_THE PROBLEM:_
Each line of the data should be repeated precisely.

(Collected data entries)
★ ★ ★

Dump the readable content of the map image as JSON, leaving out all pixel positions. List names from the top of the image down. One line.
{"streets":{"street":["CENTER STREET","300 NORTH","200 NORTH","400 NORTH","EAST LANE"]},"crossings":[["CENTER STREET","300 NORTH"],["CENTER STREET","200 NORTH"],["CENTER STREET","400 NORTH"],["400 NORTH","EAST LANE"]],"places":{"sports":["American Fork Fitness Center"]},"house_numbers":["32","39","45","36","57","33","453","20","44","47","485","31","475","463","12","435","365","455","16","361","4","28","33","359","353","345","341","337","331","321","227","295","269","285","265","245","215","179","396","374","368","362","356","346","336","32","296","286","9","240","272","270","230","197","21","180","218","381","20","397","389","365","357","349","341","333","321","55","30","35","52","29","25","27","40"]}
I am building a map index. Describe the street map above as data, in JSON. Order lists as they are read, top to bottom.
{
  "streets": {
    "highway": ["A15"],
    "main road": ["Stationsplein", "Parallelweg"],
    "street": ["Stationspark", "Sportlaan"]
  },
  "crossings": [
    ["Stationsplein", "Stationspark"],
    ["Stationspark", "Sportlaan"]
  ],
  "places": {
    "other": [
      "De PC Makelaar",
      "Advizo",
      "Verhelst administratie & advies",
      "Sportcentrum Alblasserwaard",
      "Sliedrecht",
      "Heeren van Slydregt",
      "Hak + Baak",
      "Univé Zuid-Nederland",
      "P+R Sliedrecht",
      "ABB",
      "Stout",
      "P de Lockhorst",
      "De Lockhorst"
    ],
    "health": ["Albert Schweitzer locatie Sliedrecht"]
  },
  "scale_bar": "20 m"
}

★ ★ ★

_ANSWER SPACE:_
Dump the readable content of the map image as JSON, leaving out all pixel positions. List names from the top of the image down. One line.
{"streets":{"street":["CENTER STREET","300 NORTH","200 NORTH","400 NORTH","EAST LANE"]},"crossings":[["CENTER STREET","300 NORTH"],["CENTER STREET","200 NORTH"],["CENTER STREET","400 NORTH"],["400 NORTH","EAST LANE"]],"places":{"sports":["American Fork Fitness Center"]},"house_numbers":["32","39","45","36","57","33","453","20","44","47","485","31","475","463","12","435","365","455","16","361","4","28","33","359","353","345","341","337","331","321","227","295","269","285","265","245","215","179","396","374","368","362","356","346","336","32","296","286","9","240","272","270","230","197","21","180","218","381","20","397","389","365","357","349","341","333","321","55","30","35","52","29","25","27","40"]}
I am building a map index. Describe the street map above as data, in JSON. Order lists as they are read, top to bottom.
{
  "streets": {
    "highway": ["A15"],
    "main road": ["Stationsplein", "Parallelweg"],
    "street": ["Stationspark", "Sportlaan"]
  },
  "crossings": [
    ["Stationsplein", "Stationspark"],
    ["Stationspark", "Sportlaan"]
  ],
  "places": {
    "other": [
      "De PC Makelaar",
      "Advizo",
      "Verhelst administratie & advies",
      "Sportcentrum Alblasserwaard",
      "Sliedrecht",
      "Heeren van Slydregt",
      "Hak + Baak",
      "Univé Zuid-Nederland",
      "P+R Sliedrecht",
      "ABB",
      "Stout",
      "P de Lockhorst",
      "De Lockhorst"
    ],
    "health": ["Albert Schweitzer locatie Sliedrecht"]
  },
  "scale_bar": "20 m"
}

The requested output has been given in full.